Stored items

----------

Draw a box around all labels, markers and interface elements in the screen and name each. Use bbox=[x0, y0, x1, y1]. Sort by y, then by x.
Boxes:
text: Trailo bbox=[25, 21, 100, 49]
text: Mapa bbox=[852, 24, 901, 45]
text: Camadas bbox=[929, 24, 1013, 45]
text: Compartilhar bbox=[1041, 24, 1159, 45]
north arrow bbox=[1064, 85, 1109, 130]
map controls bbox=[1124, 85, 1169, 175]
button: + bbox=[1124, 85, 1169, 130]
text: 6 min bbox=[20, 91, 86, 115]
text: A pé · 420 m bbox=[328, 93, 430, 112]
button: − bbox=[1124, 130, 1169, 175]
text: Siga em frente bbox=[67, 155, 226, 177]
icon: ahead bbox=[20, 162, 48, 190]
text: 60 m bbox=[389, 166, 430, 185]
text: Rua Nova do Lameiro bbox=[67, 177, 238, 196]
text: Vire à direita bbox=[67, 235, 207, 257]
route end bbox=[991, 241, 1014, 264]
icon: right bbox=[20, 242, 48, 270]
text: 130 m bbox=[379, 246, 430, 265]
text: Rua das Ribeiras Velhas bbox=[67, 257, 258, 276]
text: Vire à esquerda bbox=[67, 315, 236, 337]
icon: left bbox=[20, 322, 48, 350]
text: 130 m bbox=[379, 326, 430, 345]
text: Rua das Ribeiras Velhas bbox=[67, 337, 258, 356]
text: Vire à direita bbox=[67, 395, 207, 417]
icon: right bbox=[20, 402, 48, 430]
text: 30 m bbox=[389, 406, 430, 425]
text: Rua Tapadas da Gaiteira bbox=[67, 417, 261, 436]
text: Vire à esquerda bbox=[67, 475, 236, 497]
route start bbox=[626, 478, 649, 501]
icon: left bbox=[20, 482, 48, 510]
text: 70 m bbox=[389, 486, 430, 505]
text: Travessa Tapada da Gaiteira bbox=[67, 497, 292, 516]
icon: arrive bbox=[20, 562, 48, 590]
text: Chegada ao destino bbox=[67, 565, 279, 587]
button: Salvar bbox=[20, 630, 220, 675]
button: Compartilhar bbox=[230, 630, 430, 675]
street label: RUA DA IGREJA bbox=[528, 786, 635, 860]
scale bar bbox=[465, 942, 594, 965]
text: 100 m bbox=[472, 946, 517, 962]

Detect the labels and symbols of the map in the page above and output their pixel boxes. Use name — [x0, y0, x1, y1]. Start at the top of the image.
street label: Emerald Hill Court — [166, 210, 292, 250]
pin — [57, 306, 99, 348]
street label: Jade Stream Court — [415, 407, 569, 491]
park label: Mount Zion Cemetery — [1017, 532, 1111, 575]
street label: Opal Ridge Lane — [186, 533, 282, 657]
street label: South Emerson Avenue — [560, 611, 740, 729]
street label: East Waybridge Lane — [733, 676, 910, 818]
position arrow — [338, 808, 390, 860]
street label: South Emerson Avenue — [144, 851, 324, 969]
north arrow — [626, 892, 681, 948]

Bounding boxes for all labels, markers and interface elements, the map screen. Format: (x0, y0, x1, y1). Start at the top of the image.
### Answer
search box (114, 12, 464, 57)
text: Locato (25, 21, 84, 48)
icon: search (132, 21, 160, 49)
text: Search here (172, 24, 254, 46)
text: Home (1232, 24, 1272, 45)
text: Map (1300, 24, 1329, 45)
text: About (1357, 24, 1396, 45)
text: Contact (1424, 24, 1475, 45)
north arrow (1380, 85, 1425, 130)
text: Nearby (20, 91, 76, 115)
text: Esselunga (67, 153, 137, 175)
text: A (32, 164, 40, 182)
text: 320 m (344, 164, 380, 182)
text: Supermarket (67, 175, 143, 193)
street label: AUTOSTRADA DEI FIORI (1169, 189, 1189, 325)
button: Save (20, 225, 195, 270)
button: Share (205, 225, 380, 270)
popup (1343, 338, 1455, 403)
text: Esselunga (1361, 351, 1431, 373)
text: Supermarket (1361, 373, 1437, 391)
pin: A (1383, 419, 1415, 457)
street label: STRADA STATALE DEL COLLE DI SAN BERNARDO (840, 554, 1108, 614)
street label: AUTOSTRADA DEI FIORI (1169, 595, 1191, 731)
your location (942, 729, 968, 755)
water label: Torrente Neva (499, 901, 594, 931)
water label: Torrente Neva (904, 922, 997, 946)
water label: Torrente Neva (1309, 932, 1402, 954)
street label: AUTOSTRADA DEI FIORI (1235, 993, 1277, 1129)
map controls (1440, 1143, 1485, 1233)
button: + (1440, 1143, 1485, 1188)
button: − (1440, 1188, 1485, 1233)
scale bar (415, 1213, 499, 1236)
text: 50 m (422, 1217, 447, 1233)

----------

▶ Directions for this task
Locate and copy each line in the data above that includes the word "screen".

▶ Response for this exercise
Draw a box around all labels, markers and interface elements in the screen and name each. Use bbox=[x0, y0, x1, y1]. Sort by y, then by x.
Bounding boxes for all labels, markers and interface elements, the map screen. Format: (x0, y0, x1, y1). Start at the top of the image.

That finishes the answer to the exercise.